Exercise description:
What comes back must be the data itself, retyped exactly.

● ● ● ● ● ● ●

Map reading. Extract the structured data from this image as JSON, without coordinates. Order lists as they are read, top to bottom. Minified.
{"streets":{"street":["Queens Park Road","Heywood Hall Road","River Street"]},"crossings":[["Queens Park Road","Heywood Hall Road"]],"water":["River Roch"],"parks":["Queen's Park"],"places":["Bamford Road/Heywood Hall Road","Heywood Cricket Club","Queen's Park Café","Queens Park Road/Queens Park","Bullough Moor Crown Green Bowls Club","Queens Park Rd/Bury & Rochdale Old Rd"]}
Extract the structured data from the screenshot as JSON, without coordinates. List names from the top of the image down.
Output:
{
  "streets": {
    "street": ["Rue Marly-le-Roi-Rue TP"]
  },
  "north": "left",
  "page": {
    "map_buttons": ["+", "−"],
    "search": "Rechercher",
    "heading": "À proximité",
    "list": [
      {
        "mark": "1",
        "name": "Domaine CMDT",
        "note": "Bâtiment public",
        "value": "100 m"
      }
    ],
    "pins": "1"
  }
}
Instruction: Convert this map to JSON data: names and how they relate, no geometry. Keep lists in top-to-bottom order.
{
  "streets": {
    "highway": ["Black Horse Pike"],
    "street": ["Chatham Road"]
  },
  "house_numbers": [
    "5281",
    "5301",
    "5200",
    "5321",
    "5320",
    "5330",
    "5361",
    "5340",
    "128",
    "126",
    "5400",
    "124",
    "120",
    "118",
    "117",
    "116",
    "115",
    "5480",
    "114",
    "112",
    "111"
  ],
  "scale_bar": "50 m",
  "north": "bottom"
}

● ● ● ● ● ● ●

Solution to the exercise:
Map reading. Extract the structured data from this image as JSON, without coordinates. Order lists as they are read, top to bottom. Minified.
{"streets":{"street":["Queens Park Road","Heywood Hall Road","River Street"]},"crossings":[["Queens Park Road","Heywood Hall Road"]],"water":["River Roch"],"parks":["Queen's Park"],"places":["Bamford Road/Heywood Hall Road","Heywood Cricket Club","Queen's Park Café","Queens Park Road/Queens Park","Bullough Moor Crown Green Bowls Club","Queens Park Rd/Bury & Rochdale Old Rd"]}
Extract the structured data from the screenshot as JSON, without coordinates. List names from the top of the image down.
Output:
{
  "streets": {
    "street": ["Rue Marly-le-Roi-Rue TP"]
  },
  "north": "left",
  "page": {
    "map_buttons": ["+", "−"],
    "search": "Rechercher",
    "heading": "À proximité",
    "list": [
      {
        "mark": "1",
        "name": "Domaine CMDT",
        "note": "Bâtiment public",
        "value": "100 m"
      }
    ],
    "pins": "1"
  }
}
Instruction: Convert this map to JSON data: names and how they relate, no geometry. Keep lists in top-to-bottom order.
{
  "streets": {
    "highway": ["Black Horse Pike"],
    "street": ["Chatham Road"]
  },
  "house_numbers": [
    "5281",
    "5301",
    "5200",
    "5321",
    "5320",
    "5330",
    "5361",
    "5340",
    "128",
    "126",
    "5400",
    "124",
    "120",
    "118",
    "117",
    "116",
    "115",
    "5480",
    "114",
    "112",
    "111"
  ],
  "scale_bar": "50 m",
  "north": "bottom"
}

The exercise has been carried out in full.